There are serious concerns with the EITC: Notably, it has a 24 percent improper payment rate, which is unusually high even for a major federal program. The spending controls, to the extent that they exist, are clearly flawed. But even still, it's widely regarded as an effective way of moving people into the workforce and thus increasing their incomes, moving millions of children out of poverty and into the lower middle class each year. It's also a much better way of targeting genuinely needy low-income individuals than increases in the minimum wage.
For those who believe that tax rates affect behavior, this won't come as a surprise; the EITC offers a major tax incentive for people at the bottom end of the income spectrum to work, and in that sense is substantively different from many other assistance programs that simply offer a benefit.
Obama's support for expanding the EITC isn't new—he published a lengthy proposal for expanding it last year.
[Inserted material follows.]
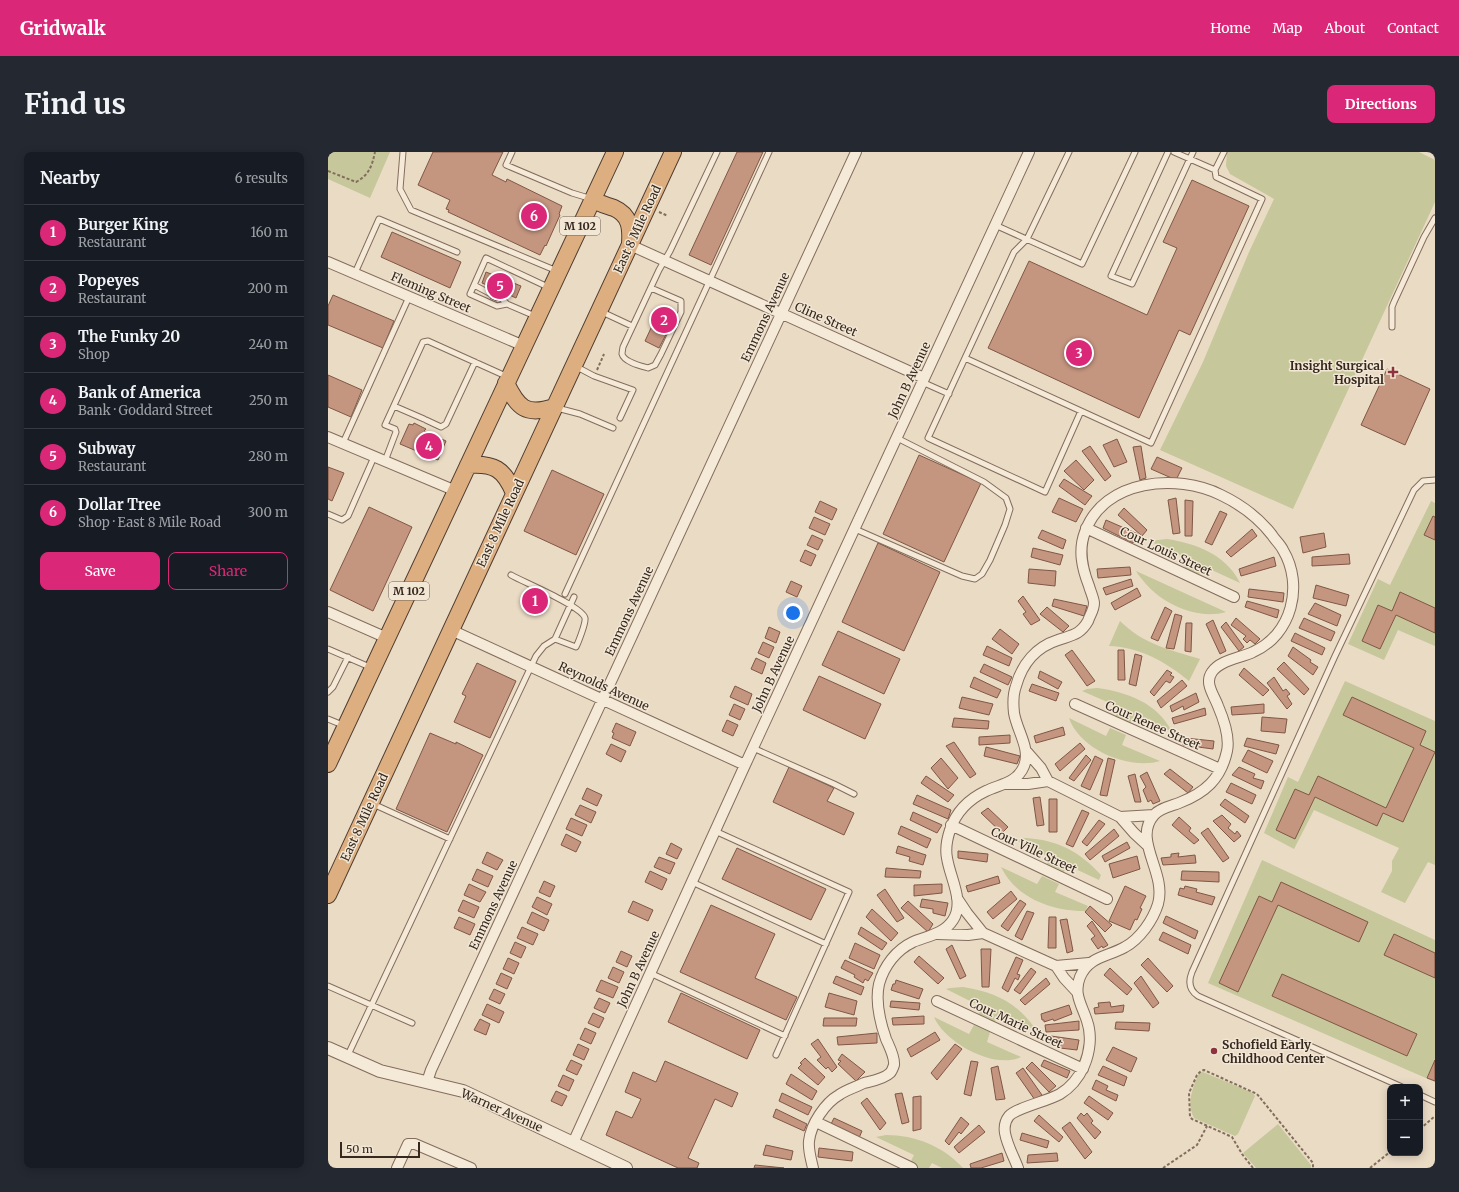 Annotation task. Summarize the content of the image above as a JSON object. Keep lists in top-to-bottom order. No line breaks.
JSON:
{"streets":{"highway":["M 102","East 8 Mile Road"],"street":["Fleming Street","Emmons Avenue","Cline Street","John B Avenue","Cour Louis Street","Reynolds Avenue","Cour Renee Street","Cour Ville Street","Cour Marie Street","Warner Avenue"]},"crossings":[["M 102","Fleming Street"],["East 8 Mile Road","Cline Street"],["East 8 Mile Road","Reynolds Avenue"],["Emmons Avenue","Cline Street"],["Emmons Avenue","Reynolds Avenue"],["Emmons Avenue","Warner Avenue"],["Cline Street","John B Avenue"],["John B Avenue","Reynolds Avenue"],["John B Avenue","Warner Avenue"]],"places":{"health":["Insight Surgical Hospital"],"other":["Schofield Early Childhood Center"]},"scale_bar":"50 m","page":{"header":"Gridwalk","nav":["Home","Map","About","Contact"],"buttons":["Directions",["Save","Share"]],"title":"Find us","heading":["Nearby","6 results"],"pins":["6","5","2","3","4","1"],"list":[{"mark":"1","name":"Burger King","note":"Restaurant","value":"160 m"},{"mark":"2","name":"Popeyes","note":"Restaurant","value":"200 m"},{"mark":"3","name":"The Funky 20","note":"Shop","value":"240 m"},{"mark":"4","name":"Bank of America","note":"Bank · Goddard Street","value":"250 m"},{"mark":"5","name":"Subway","note":"Restaurant","value":"280 m"},{"mark":"6","name":"Dollar Tree","note":"Shop · East 8 Mile Road","value":"300 m"}],"map_buttons":["+","−"],"scale":"50 m"}}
But even still, it's at least a little odd that the president didn't stress this idea even more. Not only is it exactly the sort of "middle class economics" policy that he spent this year's State of the Union touting, it's also one of the few places where he might be able to find common ground with Republicans in Congress.
Ronald Reagan enthusiastically expanded it in 1986, calling it "the best antipoverty, the best pro-family, the best job creation measure to come out of Congress." And more recently, Rep. Paul Ryan (R-Wisc.), one of the GOP's most powerful domestic policy agenda-setters in Congress, has called for further expansion of the credit as part of the suite of anti-poverty policies he put forth last year.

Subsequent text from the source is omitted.